Implementation of accounting rules generally leads to expensing a large portion of R&D outlays as incurred, while economically R&D outlays can be seen as an asset. The standard setters pursue this approach as they weigh reliability over relevance in case of R&D investments and argue that future economic benefits from R&D investments cannot be reliably measured.

Thus, conditions for asset recognition are not met by investments in research or development.

For example, U.S. GAAP applicable for U.S. listed pharmaceutical firms bans capitalization of R&D investments (with the exception of software manufacturers); instead R&D outlays are reported as expense.

Expensing of R&D understates the asset base of pharmaceutical firms and their shareholders’ equity (e.g., Salamon, 1982; Salmi, 1982; Taylor, 1999). It also biases profit, as income statement accounts for current R&D outlays instead of economic amortization of previous R&D investments (e.g., Fisher and McGowan, 1983; Salamon, 1985, 1988). Thus, accounting for R&D can bias the nominator (earnings) or denominator (equity) of the ROE. The sign and magnitude of the bias will depend on the magnitude of R&D investments (Rajan et al., 2007). To illustrate this logic, we report in Table 1 a stylized example of two pharmaceutical firms (firm A and B) that invest each year 100 into R&D and generate 115 in annual revenues.
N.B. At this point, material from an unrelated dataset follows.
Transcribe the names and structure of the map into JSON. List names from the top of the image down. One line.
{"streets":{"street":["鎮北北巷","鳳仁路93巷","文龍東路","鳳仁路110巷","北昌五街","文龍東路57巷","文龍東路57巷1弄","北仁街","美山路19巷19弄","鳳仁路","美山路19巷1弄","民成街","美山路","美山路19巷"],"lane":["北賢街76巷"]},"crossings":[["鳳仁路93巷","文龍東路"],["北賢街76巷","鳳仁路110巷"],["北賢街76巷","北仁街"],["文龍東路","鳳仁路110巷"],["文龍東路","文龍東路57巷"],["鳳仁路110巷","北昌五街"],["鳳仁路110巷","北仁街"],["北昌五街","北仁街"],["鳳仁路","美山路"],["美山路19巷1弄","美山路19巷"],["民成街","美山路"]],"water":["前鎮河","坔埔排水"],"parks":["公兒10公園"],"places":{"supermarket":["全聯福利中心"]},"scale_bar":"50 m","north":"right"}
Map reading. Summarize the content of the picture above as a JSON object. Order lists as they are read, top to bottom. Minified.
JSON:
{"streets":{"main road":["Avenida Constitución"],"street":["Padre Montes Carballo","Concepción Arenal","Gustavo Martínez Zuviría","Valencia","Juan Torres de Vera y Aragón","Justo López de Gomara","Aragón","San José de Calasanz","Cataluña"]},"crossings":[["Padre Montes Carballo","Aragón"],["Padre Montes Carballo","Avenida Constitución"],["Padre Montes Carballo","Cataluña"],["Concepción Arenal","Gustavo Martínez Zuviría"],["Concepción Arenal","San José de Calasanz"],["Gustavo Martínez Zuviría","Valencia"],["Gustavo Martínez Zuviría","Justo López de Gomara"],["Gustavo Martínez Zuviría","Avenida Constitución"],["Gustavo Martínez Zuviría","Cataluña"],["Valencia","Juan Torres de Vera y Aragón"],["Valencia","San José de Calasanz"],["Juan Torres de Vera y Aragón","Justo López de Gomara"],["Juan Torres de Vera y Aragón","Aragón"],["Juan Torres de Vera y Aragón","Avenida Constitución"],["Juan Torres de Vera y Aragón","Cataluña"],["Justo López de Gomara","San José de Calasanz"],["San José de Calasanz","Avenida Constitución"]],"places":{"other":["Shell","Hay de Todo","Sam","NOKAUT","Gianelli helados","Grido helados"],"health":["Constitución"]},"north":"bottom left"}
  Both firms have a cash asset (30), some investment in R&D, and no liabilities (that is, total assets equal shareholders’ equity). We use different accounting treatments for R&D in case of firm A and firm B to show how R&D accounting affects accounting profitability measures. Firm A capitalizes 100% of R&D outlays and amortizes them over the next year when they contribute to generating revenues. In this case, reported profit and equity are not biased, and accounting return is equal to the economic return. While being economically “correct”, the example of firm A has also an intuitive appeal: The firm advances 100 to generate revenues of 115. Therefore, return on its investment is (115–100)/100 = 11.5%. As firm A has no liabilities, its ROE equals the Return on Assets (ROA) and hence is 11.5%.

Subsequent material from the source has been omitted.